I just see this study proving the obvious: strides are good and changing your training stimulus (one of the central points of a 4-8 week sharpening phase) is good. Of course, the spin that is going to be put on this will likely be a little different.
- May 7, 2012 at 9:41 pm #32420
Long, slow running makes long, slow runners? News to me! 8)
- May 8, 2012 at 1:16 am #32421
Short, slow running makes short, slow runners.
- May 8, 2012 at 12:30 pm #32422
I think we all know the reason they push this “crap” and will spin it to favor the three days of training idea is purely based on money. It is popular and therefore what those who want to make a quick buck are selling. They are also willing to take some “science” that is not very sound (not too mention would be laughed at by a real scientific community) and purport that it is proof of their theory.
Sometimes you cannot apply the thought of Mies Van der Rohe that less is more – sometimes less is not more.
- May 8, 2012 at 1:40 pm #32423
Ed, I don't think the science is necessarily unsound. It clearly shows the benefit of strides and the benefit of a short-term peaking plan. What is not sound is interpreting this to mean that this 30-20-10 method of training 3 times a week is somehow superior to a more comprehensive training plan or insinuating that one might benefit from doing this indefinitely.
- May 8, 2012 at 11:51 pm #32424
Short, slow running makes short, slow runners.
2.6 mi/day is long compared with 10″ repeats. 8)
- May 9, 2012 at 2:16 am #32425
Even longer compared with 0″ repeats. 😉
- May 9, 2012 at 2:25 am #32426
- May 9, 2012 at 12:17 pm #32427
Yes, I saw that blog post and was going to link to it here. I think Magness is saying roughly the same thing as I'm at least attempting to.
- May 9, 2012 at 1:20 pm #32428
Right, and doing simply 18 mpw for training sans the repeats would be the same as leaving out any speed or sharpening. The researchers failed to satisfy the question, “is it repeatable?” In other words, would the group doing 9 mpw with the 10″ repeats have followed an improvement curve over the long term? Burfoot's conjecture implies that they would, I am less certain.
- May 9, 2012 at 3:43 pm #32429
Precisely. This is a traditional periodized plan at a low volume level, plain and simple. Some amount of time building aerobic base with all slow running, followed by a lot of speed to sharpen. As Magness pointed out, the Finns figured this out nearly 100 years ago and, at a much lower level, this is precisely what Lydiard prescribed.

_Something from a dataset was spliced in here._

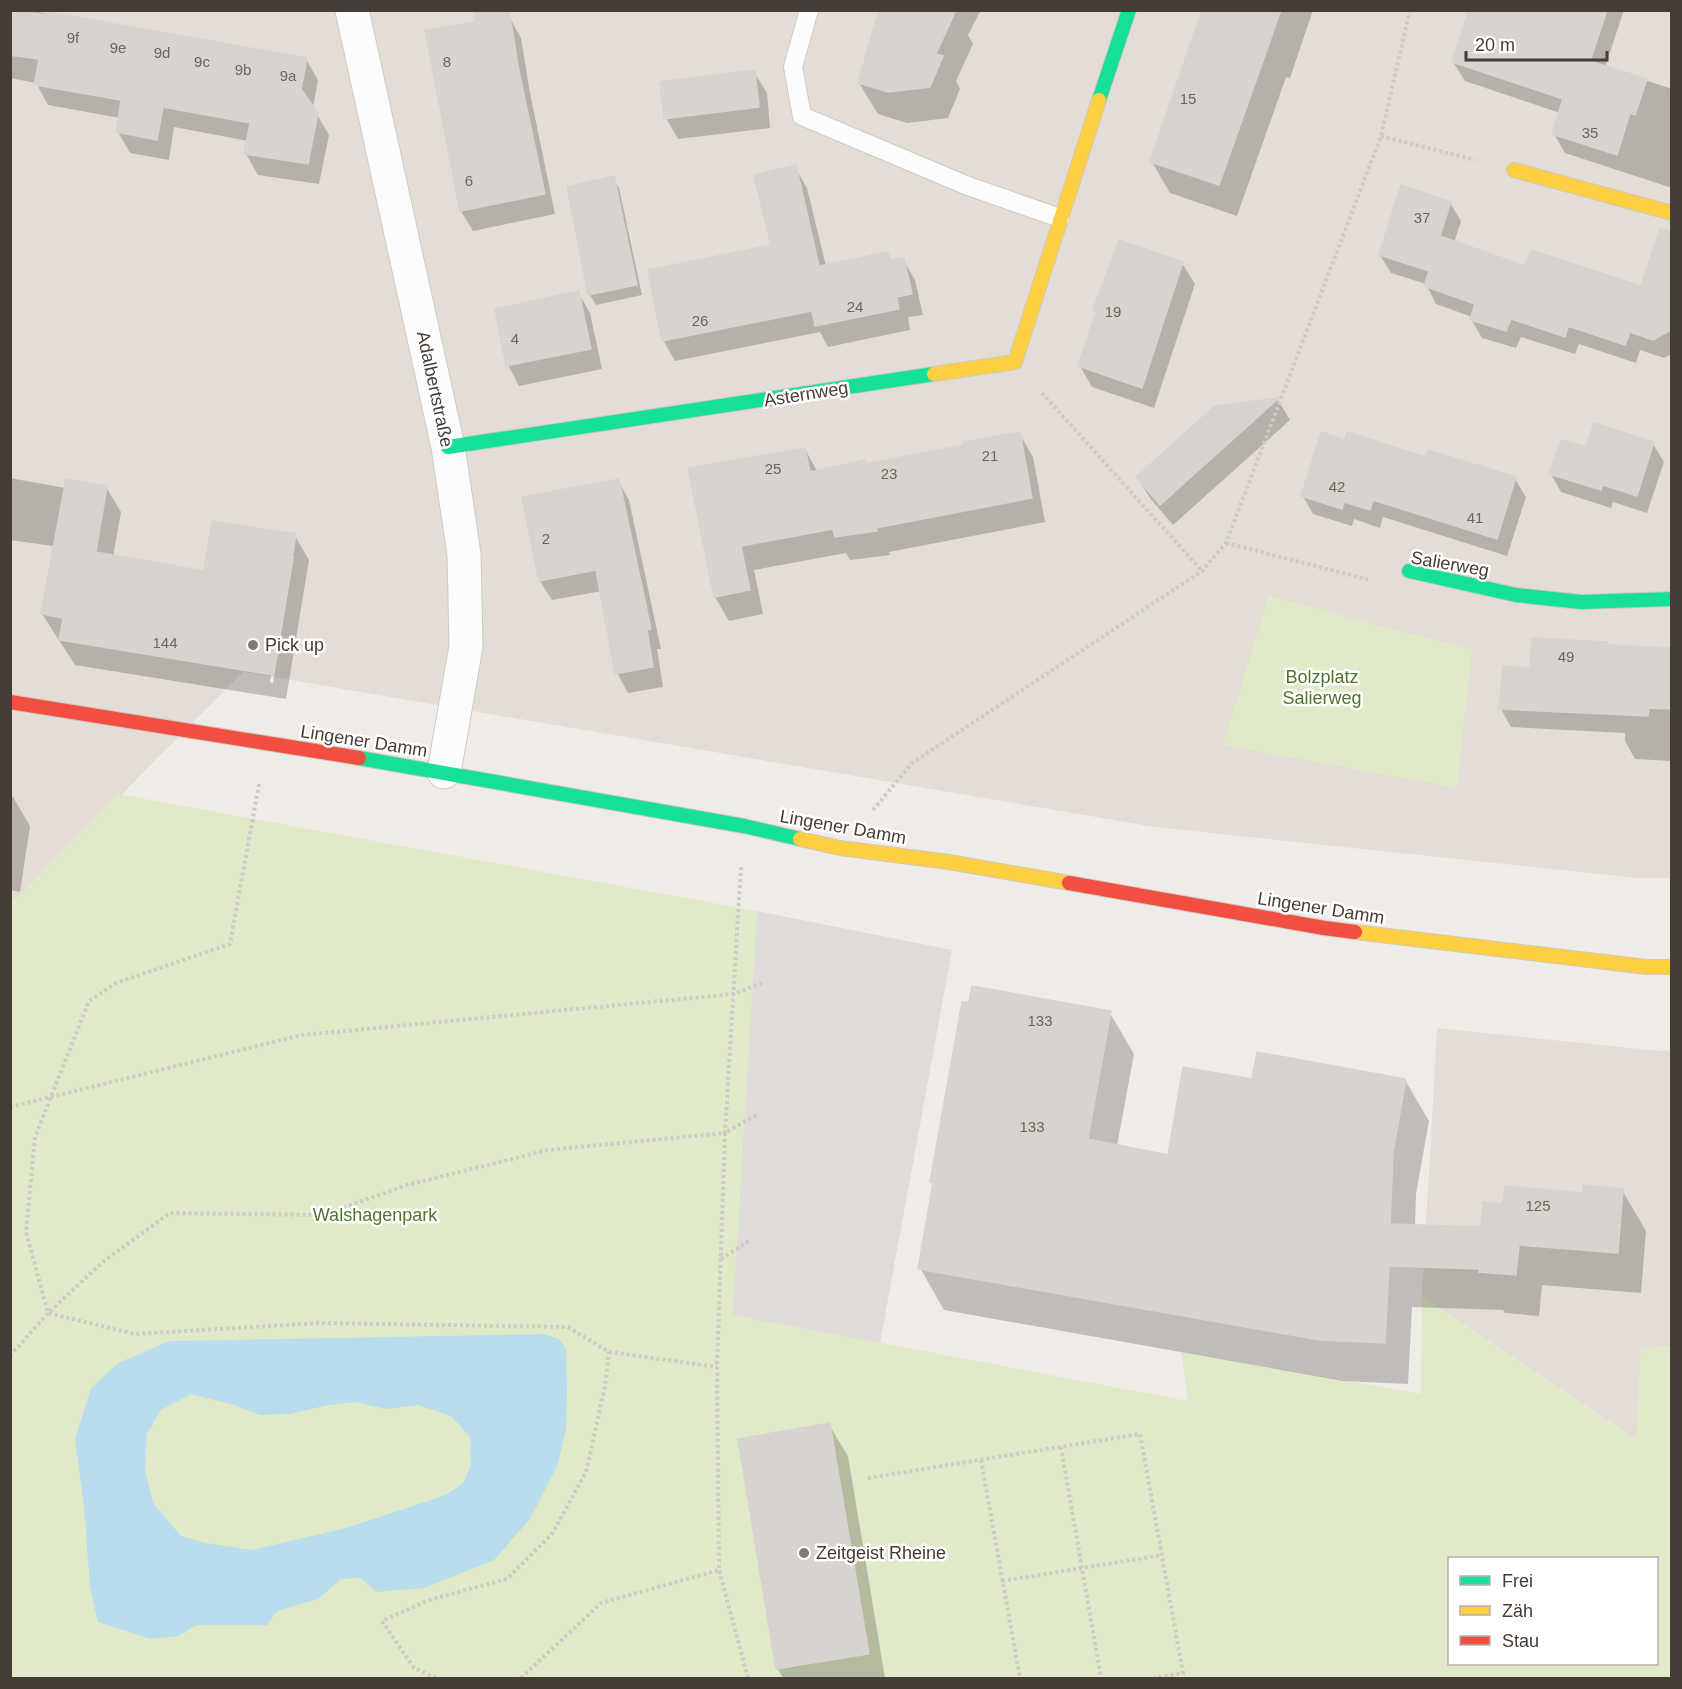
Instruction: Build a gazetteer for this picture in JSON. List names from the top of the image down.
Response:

I think this would be repeatable. If someone did the same study 6 months later, the results would be repeated. The question I have to ask Burfoot is why he thinks it's extendable. Just because people improve for 7 weeks, does that mean they will improve for 14 weeks? 28 weeks? This is the problem I have had with academic studies of training for years. Academic studies are designed nicely to fit in the academic calendar. This means they usually last about 6-10 weeks. These studies, not surprisingly, find that speed is good and base work is not nearly as good. The problem? They don't extend the studies long enough to know what actually works in the real world, where we have to think of months-long or, better, years-long progression.